WHAT YOU NEED TO DO ->
Check every line of the data below for the string "South", and copy the ones that hold it.

◆ ◆ ◆ ◆ ◆ ◆ ◆

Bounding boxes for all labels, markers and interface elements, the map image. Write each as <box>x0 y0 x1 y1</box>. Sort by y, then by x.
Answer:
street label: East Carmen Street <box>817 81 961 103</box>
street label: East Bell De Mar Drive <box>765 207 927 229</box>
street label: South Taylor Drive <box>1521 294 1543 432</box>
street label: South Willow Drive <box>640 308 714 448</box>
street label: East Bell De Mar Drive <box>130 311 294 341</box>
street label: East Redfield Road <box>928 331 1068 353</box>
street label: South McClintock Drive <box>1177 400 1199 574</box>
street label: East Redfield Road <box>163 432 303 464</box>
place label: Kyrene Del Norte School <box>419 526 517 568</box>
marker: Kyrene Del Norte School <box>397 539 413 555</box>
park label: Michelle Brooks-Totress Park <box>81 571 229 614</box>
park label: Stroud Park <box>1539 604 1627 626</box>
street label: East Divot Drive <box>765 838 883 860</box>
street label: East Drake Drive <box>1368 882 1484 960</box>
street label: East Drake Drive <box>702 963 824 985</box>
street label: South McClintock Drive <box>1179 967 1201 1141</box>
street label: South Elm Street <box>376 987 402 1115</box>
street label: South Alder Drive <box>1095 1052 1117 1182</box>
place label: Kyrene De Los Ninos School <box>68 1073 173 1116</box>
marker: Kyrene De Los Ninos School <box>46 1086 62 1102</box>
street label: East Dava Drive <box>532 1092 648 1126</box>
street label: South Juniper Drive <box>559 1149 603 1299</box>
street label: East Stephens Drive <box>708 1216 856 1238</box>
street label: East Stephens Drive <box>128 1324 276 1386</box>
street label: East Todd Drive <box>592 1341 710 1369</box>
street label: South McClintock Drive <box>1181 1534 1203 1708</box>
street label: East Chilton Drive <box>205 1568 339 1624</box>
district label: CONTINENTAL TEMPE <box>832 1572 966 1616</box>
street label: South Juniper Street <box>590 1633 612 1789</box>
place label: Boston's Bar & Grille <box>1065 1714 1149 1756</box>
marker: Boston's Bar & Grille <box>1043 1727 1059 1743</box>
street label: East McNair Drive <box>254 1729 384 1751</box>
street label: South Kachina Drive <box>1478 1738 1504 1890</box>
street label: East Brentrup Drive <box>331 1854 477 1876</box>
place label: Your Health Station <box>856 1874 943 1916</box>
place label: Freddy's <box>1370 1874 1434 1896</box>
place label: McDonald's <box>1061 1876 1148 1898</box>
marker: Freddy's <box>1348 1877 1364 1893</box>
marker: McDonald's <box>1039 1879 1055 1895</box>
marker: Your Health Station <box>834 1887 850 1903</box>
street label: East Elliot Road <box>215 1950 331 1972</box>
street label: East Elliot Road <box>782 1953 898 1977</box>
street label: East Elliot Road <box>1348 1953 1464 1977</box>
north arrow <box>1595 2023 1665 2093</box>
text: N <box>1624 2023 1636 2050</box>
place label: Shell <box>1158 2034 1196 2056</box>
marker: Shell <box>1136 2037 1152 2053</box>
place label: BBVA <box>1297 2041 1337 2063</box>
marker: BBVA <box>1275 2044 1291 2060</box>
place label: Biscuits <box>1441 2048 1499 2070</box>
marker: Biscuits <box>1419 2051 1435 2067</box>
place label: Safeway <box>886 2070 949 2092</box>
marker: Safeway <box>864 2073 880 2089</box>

◆ ◆ ◆ ◆ ◆ ◆ ◆

RESPONSE FOR THIS EXERCISE ->
street label: South Taylor Drive <box>1521 294 1543 432</box>
street label: South Willow Drive <box>640 308 714 448</box>
street label: South McClintock Drive <box>1177 400 1199 574</box>
street label: South McClintock Drive <box>1179 967 1201 1141</box>
street label: South Elm Street <box>376 987 402 1115</box>
street label: South Alder Drive <box>1095 1052 1117 1182</box>
street label: South Juniper Drive <box>559 1149 603 1299</box>
street label: South McClintock Drive <box>1181 1534 1203 1708</box>
street label: South Juniper Street <box>590 1633 612 1789</box>
street label: South Kachina Drive <box>1478 1738 1504 1890</box>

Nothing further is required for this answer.